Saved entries
------------------------------
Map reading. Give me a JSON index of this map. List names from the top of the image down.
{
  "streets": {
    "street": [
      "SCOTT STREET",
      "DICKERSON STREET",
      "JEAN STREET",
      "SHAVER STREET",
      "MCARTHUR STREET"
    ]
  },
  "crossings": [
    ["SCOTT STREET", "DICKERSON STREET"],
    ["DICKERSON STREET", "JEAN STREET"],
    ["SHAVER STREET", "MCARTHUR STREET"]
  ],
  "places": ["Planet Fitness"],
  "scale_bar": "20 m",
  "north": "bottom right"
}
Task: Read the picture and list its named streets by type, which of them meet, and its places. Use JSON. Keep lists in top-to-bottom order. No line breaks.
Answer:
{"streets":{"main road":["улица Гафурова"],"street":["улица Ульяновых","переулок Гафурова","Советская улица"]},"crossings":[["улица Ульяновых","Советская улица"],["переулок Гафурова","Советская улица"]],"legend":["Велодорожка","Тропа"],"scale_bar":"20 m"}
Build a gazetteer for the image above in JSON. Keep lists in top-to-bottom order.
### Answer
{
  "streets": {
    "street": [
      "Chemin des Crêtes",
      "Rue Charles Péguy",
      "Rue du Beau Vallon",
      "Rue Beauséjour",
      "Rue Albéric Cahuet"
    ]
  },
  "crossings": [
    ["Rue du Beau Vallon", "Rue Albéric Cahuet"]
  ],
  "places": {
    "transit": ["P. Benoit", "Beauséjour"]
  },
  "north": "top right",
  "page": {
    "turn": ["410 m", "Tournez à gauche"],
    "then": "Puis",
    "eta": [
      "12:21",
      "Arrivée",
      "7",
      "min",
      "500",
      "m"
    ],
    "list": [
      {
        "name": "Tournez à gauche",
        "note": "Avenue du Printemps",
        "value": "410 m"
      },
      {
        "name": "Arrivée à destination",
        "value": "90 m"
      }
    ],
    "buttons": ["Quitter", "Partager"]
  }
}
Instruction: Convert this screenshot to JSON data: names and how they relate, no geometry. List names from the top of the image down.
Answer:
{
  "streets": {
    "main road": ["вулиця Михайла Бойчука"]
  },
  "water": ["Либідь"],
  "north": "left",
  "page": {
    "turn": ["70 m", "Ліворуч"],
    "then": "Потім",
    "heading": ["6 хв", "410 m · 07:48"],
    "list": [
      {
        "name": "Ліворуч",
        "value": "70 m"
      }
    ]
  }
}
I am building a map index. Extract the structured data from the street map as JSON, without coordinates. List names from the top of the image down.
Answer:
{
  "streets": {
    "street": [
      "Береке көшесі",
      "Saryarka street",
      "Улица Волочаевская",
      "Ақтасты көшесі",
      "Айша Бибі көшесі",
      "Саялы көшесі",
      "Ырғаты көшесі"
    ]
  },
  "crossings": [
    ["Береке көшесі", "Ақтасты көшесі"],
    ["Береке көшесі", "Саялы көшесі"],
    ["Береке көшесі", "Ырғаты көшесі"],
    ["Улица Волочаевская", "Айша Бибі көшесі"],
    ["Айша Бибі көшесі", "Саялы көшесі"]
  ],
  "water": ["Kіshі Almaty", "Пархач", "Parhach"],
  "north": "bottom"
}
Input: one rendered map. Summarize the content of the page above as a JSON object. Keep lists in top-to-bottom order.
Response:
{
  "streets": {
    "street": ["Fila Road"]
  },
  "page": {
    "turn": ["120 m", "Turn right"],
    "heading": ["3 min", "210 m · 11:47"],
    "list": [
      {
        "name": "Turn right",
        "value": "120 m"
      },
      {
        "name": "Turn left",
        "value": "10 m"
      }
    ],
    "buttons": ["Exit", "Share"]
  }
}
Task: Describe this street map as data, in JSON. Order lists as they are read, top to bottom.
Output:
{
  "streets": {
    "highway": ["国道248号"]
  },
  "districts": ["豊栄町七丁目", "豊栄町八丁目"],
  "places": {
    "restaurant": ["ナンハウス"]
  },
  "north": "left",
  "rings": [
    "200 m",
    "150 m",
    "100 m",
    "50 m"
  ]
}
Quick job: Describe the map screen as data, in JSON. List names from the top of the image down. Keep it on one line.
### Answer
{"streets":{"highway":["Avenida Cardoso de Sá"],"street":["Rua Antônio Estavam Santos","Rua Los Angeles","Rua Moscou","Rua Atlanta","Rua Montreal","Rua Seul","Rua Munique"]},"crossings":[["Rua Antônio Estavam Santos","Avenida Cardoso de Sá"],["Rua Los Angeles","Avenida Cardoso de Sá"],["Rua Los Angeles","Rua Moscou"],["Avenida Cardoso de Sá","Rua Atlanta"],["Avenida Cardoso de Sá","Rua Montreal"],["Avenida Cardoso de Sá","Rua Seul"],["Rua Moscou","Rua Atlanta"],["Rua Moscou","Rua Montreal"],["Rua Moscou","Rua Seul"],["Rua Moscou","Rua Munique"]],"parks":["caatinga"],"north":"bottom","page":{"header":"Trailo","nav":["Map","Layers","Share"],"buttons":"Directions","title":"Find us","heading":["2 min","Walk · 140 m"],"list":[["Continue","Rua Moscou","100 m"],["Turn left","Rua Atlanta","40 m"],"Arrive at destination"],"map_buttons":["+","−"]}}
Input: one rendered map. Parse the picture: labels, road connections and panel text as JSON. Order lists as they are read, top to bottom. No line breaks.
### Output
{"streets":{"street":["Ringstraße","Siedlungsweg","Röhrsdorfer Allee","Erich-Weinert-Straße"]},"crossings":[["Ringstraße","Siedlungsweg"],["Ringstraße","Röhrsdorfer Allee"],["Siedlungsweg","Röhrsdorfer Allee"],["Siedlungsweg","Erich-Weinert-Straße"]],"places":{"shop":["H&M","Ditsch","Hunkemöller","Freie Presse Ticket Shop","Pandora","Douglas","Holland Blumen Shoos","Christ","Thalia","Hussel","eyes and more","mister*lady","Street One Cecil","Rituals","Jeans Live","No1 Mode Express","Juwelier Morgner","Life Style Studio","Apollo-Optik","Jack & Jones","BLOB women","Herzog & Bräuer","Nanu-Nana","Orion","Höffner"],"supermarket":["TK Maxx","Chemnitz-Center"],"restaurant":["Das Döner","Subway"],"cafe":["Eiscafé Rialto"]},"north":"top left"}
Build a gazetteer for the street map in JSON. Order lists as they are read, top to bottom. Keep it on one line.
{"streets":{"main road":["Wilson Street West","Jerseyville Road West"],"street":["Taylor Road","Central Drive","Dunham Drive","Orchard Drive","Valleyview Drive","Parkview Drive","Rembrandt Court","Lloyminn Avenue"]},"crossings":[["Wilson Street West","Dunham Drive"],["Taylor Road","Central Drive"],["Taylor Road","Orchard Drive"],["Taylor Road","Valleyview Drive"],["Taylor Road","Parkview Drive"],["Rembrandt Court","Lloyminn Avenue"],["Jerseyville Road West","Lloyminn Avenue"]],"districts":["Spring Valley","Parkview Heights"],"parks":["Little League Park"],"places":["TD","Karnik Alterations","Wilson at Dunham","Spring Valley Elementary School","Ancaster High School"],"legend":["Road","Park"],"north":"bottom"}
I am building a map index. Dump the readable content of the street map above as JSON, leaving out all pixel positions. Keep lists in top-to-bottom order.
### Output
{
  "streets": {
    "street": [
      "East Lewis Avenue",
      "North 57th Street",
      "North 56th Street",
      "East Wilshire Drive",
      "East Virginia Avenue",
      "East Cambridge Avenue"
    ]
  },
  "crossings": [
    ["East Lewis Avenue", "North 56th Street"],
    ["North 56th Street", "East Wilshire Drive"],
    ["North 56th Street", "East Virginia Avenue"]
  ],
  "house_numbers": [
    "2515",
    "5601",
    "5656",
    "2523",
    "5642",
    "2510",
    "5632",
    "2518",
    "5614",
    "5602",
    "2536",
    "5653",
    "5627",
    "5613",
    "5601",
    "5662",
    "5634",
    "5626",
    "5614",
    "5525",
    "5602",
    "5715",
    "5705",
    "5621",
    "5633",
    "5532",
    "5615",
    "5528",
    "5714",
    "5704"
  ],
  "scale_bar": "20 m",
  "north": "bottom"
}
------------------------------
Problem description:
Across all the lines of the data, count those that include the word "breaks" and reply with that number only.

Result of this exercise:
2